Da horta para a mesa
Neta de italianos e
apaixonada por cozinha, Maria Virgínia Andrade Guimarães, de 68 anos, empreende
há poucos anos, mas usa a experiência de uma vida inteira em sua empresa de
temperos e produtos congelados. Após a aposentadoria, ela e o marido Marcelo
Guimarães, de 69 anos, deixaram o apartamento em BH e se mudaram para um sítio
em Casa Branca, em Brumadinho, em busca de novos ares e qualidade de vida.

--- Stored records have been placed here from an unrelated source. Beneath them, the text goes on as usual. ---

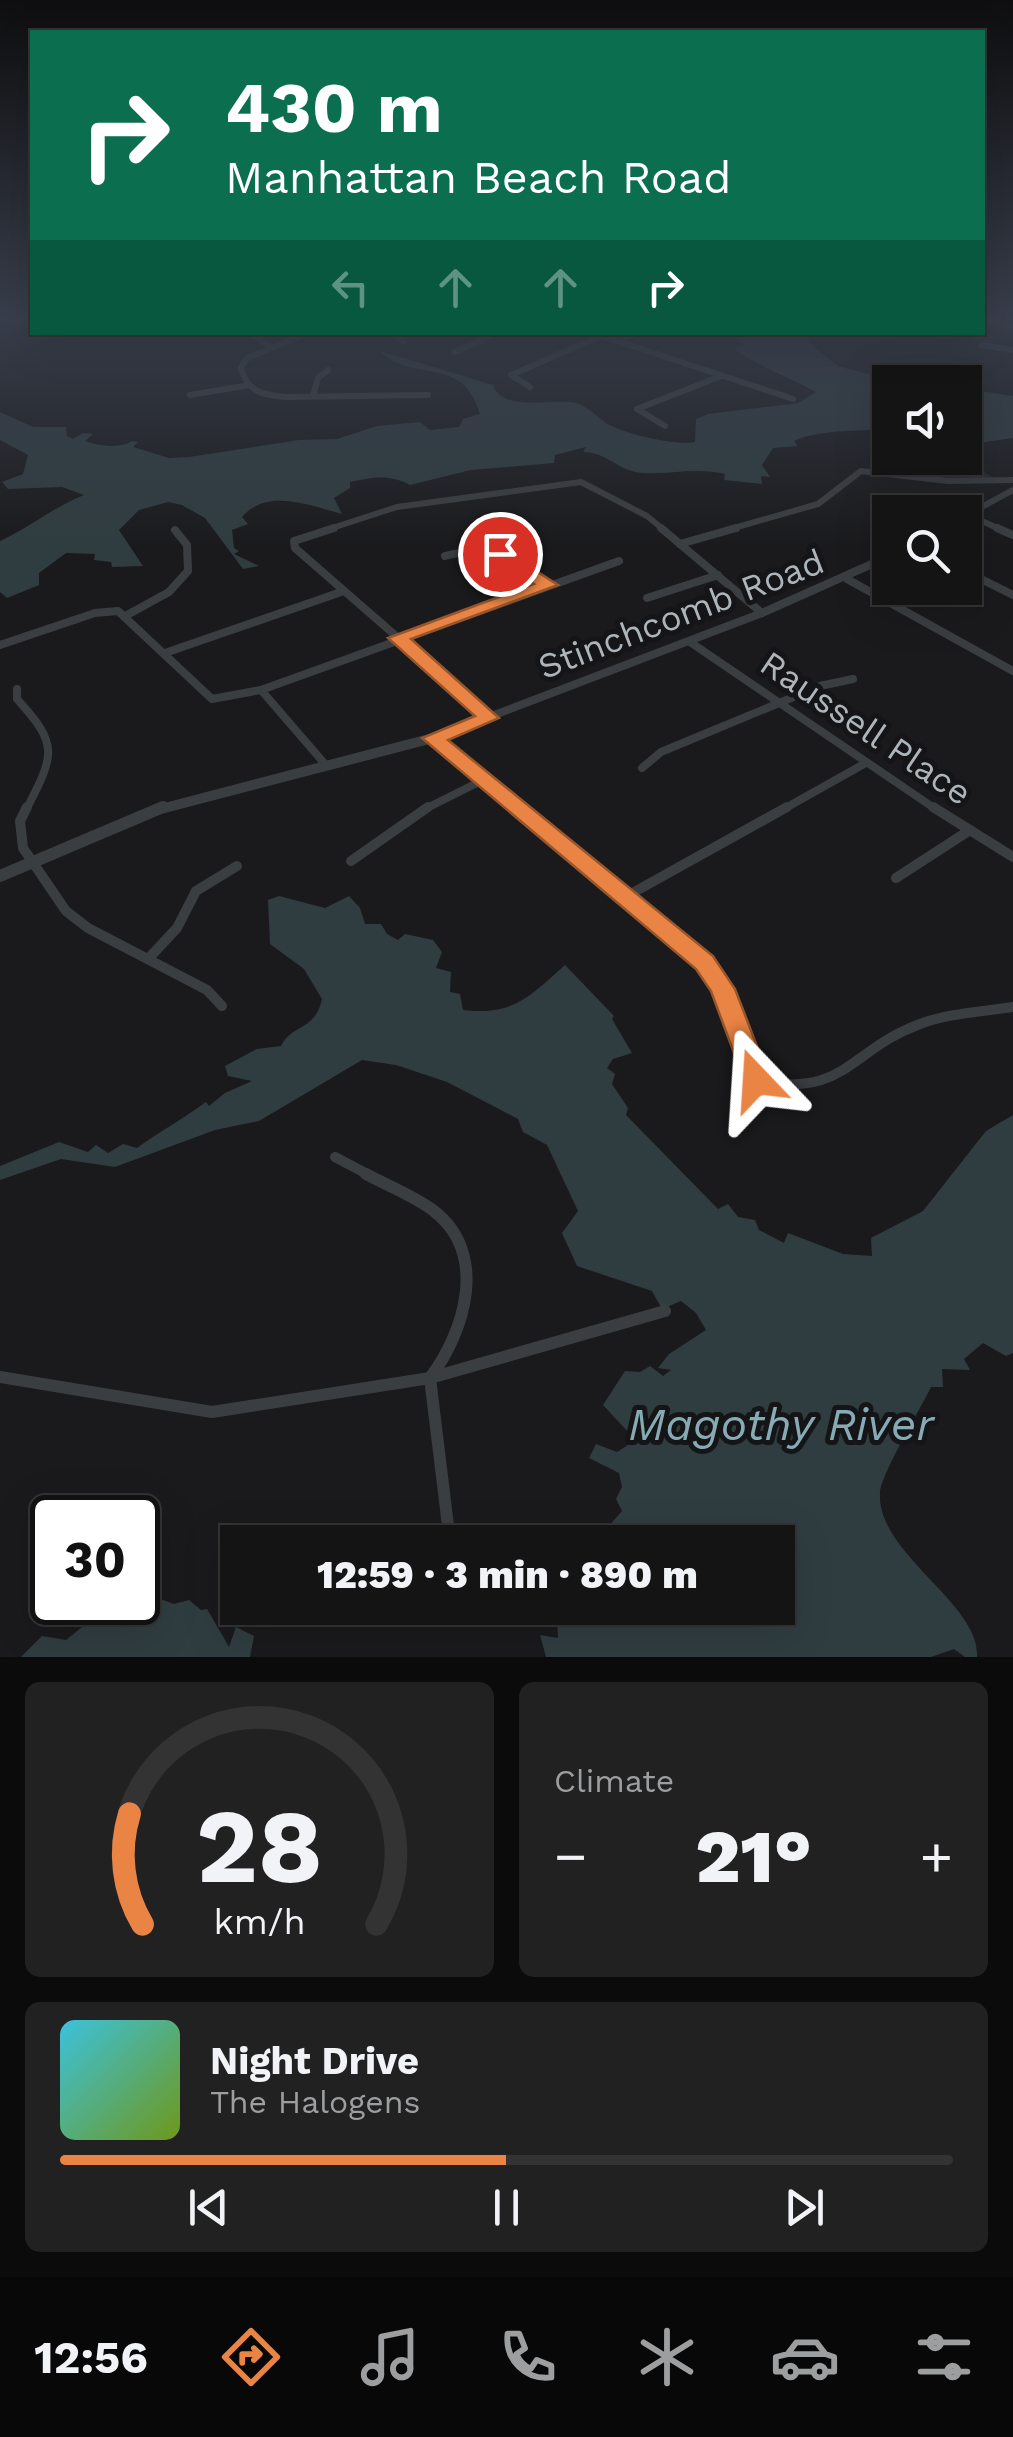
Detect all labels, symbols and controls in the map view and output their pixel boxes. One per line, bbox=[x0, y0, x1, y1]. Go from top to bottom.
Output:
text: 430 m bbox=[225, 67, 443, 149]
icon: right bbox=[60, 70, 190, 200]
text: Manhattan Beach Road bbox=[225, 151, 731, 204]
icon: left bbox=[323, 260, 378, 315]
icon: ahead bbox=[428, 260, 483, 315]
icon: ahead bbox=[533, 260, 588, 315]
icon: right bbox=[638, 260, 693, 315]
map controls bbox=[872, 365, 982, 605]
button: sound bbox=[872, 365, 982, 475]
button: search bbox=[872, 495, 982, 605]
pin bbox=[458, 512, 543, 597]
icon: arrive bbox=[473, 527, 528, 582]
street label: Stinchcomb Road bbox=[532, 540, 830, 688]
street label: Raussell Place bbox=[752, 642, 980, 814]
position arrow bbox=[704, 1028, 808, 1132]
water label: Magothy River bbox=[628, 1398, 936, 1451]
speed limit sign: 30 bbox=[30, 1495, 160, 1625]
text: 12:59 · 3 min · 890 m bbox=[317, 1553, 698, 1597]
text: Climate bbox=[554, 1762, 674, 1800]
text: 28 bbox=[196, 1785, 323, 1907]
text: 21° bbox=[695, 1812, 812, 1900]
text: − bbox=[554, 1824, 587, 1888]
text: + bbox=[920, 1824, 953, 1888]
text: km/h bbox=[213, 1901, 306, 1943]
text: Night Drive bbox=[210, 2039, 419, 2083]
text: The Halogens bbox=[210, 2083, 420, 2121]
icon: previous bbox=[181, 2180, 236, 2235]
icon: pause bbox=[479, 2180, 534, 2235]
icon: next bbox=[777, 2180, 832, 2235]
icon: directions bbox=[216, 2322, 286, 2392]
icon: music bbox=[355, 2322, 425, 2392]
icon: phone bbox=[493, 2322, 563, 2392]
icon: climate bbox=[632, 2322, 702, 2392]
icon: car bbox=[770, 2322, 840, 2392]
icon: filters bbox=[909, 2322, 979, 2392]
text: 12:56 bbox=[34, 2331, 148, 2384]

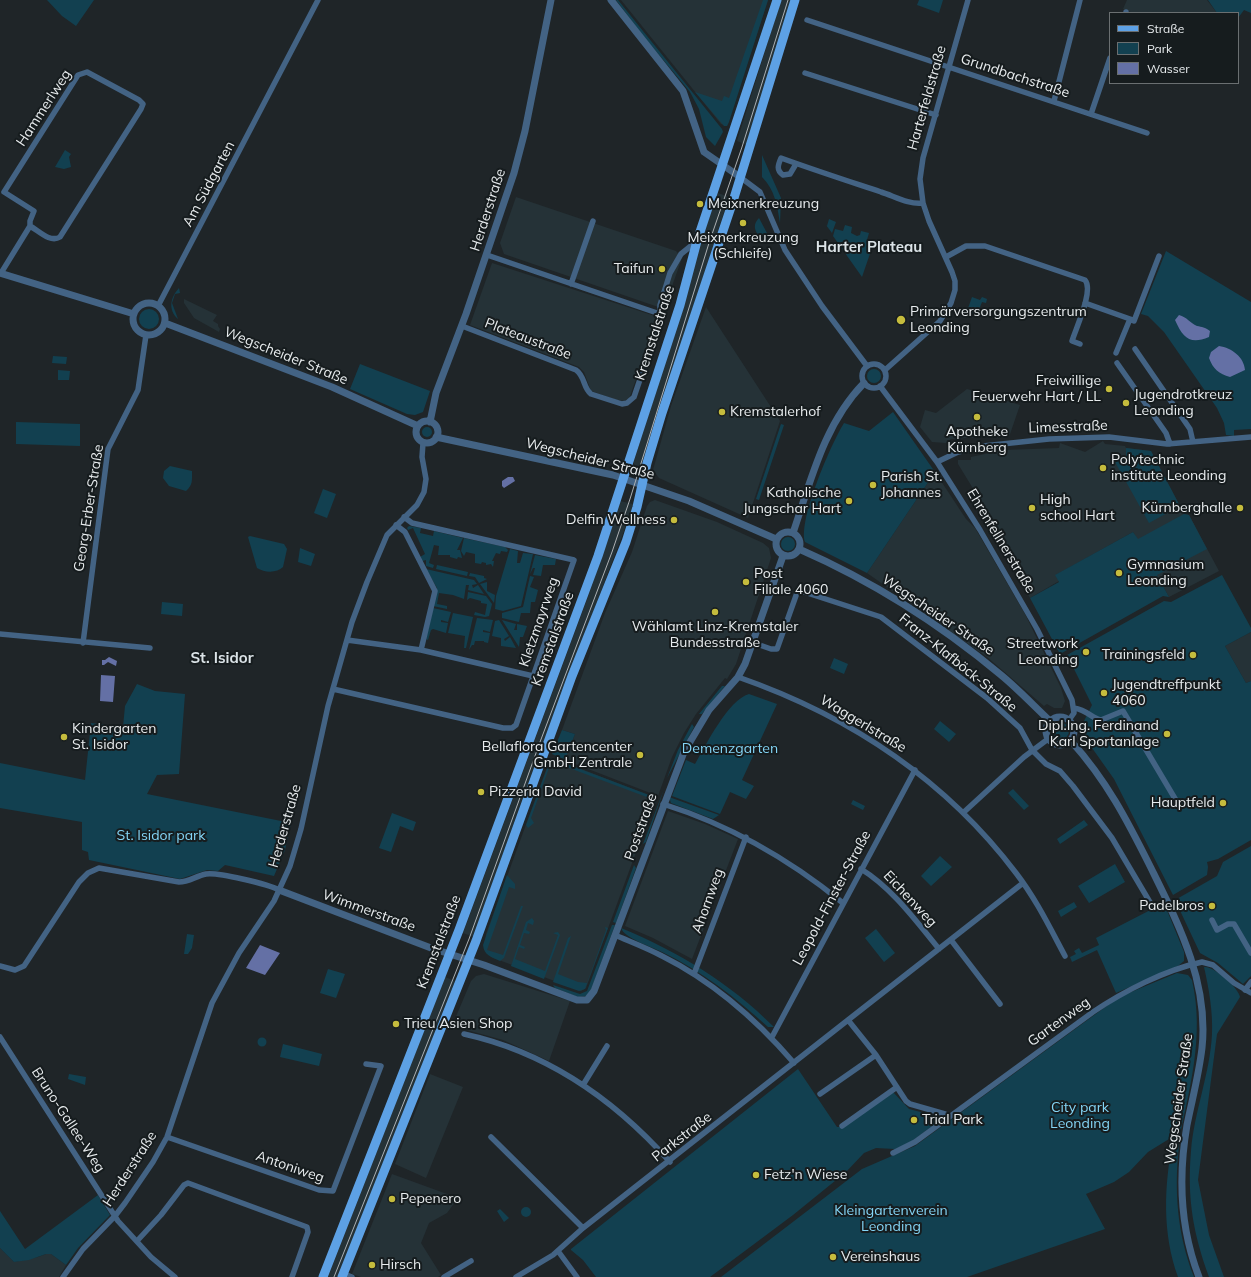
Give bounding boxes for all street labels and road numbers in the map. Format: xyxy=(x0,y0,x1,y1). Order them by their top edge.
street label: Harterfeldstraße xyxy=(904,44,950,152)
street label: Grundbachstraße xyxy=(958,50,1072,102)
street label: Hammerlweg xyxy=(13,67,75,149)
street label: Am Südgarten xyxy=(179,138,239,230)
street label: Herderstraße xyxy=(467,166,509,254)
street label: Kremstalstraße xyxy=(632,283,678,383)
street label: Plateaustraße xyxy=(482,315,574,363)
street label: Wegscheider Straße xyxy=(222,323,350,389)
street label: Limesstraße xyxy=(1028,417,1108,437)
street label: Wegscheider Straße xyxy=(524,435,656,483)
street label: Georg-Erber-Straße xyxy=(71,443,107,573)
street label: Ehrenfellnerstraße xyxy=(963,486,1039,596)
street label: Wegscheider Straße xyxy=(879,571,997,659)
street label: Kletzmayrweg xyxy=(516,575,562,669)
street label: Kremstalstraße xyxy=(528,590,578,688)
street label: Franz-Klafböck-Straße xyxy=(896,610,1020,716)
street label: Waggerlstraße xyxy=(817,692,909,756)
street label: Herderstraße xyxy=(265,782,305,870)
street label: Poststraße xyxy=(621,791,661,863)
street label: Leopold-Finster-Straße xyxy=(789,828,875,968)
street label: Ahornweg xyxy=(689,866,727,936)
street label: Eichenweg xyxy=(880,867,940,931)
street label: Wimmerstraße xyxy=(320,886,418,936)
street label: Kremstalstraße xyxy=(413,893,465,991)
street label: Gartenweg xyxy=(1025,994,1093,1050)
street label: Wegscheider Straße xyxy=(1161,1032,1197,1166)
street label: Bruno-Gallee-Weg xyxy=(28,1064,108,1176)
street label: Parkstraße xyxy=(649,1109,715,1165)
street label: Herderstraße xyxy=(100,1128,160,1210)
street label: Antoniweg xyxy=(254,1148,326,1186)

Passar os dias descansando, no entanto, não estava nos planos.
"Eu já tinha o
hábito de fazer temperos, receitas da minha avó, e minha filha Marcela deu a
ideia de começar a vender para complementar a aposentadoria. Fizemos tudo com
muito cuidado. Ela desenvolveu a identidade visual e eu fui pesquisar o mercado
para encontrarmos o que nos diferenciaria. Descobri que a maioria dos produtos
tinha muito sal e conservantes, então fomos no caminho oposto, fazendo produtos
naturais e com ingredientes da nossa horta", conta.
A marca, batizada
justamente de Casa Branca Especiarias, homenageia o ecossistema da região, que
inclui a Serra do Rola Moça, e os produtos encantam pelas cores vivas e
chamativas. O tempero Canela de Ema, que leva pó de hibisco, levou dois anos
para ser desenvolvido para chegar à tonalidade lilás que Virgínia tanto
almejava. Com o negócio, o casal fatura cerca de R$ 9 mil por mês.
"Hoje, já vendemos
também azeites saborizados, antepastos e pratos congelados, como panquecas e
lasanhas. Além das vendas pelo site, também participamos de muitas feiras, umas
três ou quatro por mês. Também desenvolvemos kits de Natal para empresas
presentearem os funcionários, é uma importante fonte de renda para 'segurar' as
contas nos primeiros meses do ano, que geralmente são mais fracos em vendas",
diz.
Virgínia também
afirma que, desde o início, fez questão de procurar diversos cursos e
consultorias, incluindo capacitações oferecidas pelo Sebrae, para fazer a coisa
"do jeito certo". Para ela, isso é essencial não apenas para a saúde financeira
do negócio, como também para a saúde "no sentido literal" da clientela.
"Negócio alimentar é
coisa séria, não é porque é artesanal que é 'fundo de quintal'. É essencial
sabermos fazer um produto que, além de gostoso, é seguro. Também precisamos
entender sobre aspectos contábeis e precificação, para obter lucro. Esse último
ponto, aliás, é um ponto em que muitos empreendedores acabam escorregando."
Para a analista do
Sebrae Minas, é fundamental que os empreendedores da terceira idade continuem
buscando capacitações para não ficarem defasados no mercado. "Em um mundo
cada vez mais digital, pessoas idosas muitas vezes têm uma dificuldade em lidar
com mudanças cada vez mais rápidas. É preciso continuar aprendendo sempre para
trabalhar por mais tempo e obter bons resultados", afirma Laurana.
Ninho vazio? Aqui
não!
Muitas vezes, o
empreendedorismo é uma forma de transformar um hobby em negócio e, de quebra,
ocupar o tempo para evitar a "síndrome do ninho vazio" - sentimento de solidão
provocado pela saída dos filhos de casa. Nutricionista de formação, Laura
Couto, de 61 anos, já não atuava na área há muitos anos. O que não significa
que ela era "livre de serviço" em seu dia a dia. Fera na máquina de costura,
ela tinha o hábito de produzir toucas cirúrgicas para a filha Maria Teixeira,
que é médica. E daí surgiu um novo negócio, que se profissionalizou no ano
passado.
"No início eu fazia
sem pretensão, até que participei de um curso de empreendedorismo e percebi que
poderia começar a vender. Me aperfeiçoei nas redes sociais e no WhatsApp e
minha filha me indica clientes, que são colegas de profissão. Em meses bons eu
chego a faturar mais de um salário mínimo por mês", conta.
Planejando sua
aposentadoria para daqui alguns anos, ela afirma que o novo negócio tem trazido
"uma renda extra", além de facilitar sua inserção no mercado de trabalho, "uma
vez que nem sempre as empresas estão dispostas a contratar os mais velhos".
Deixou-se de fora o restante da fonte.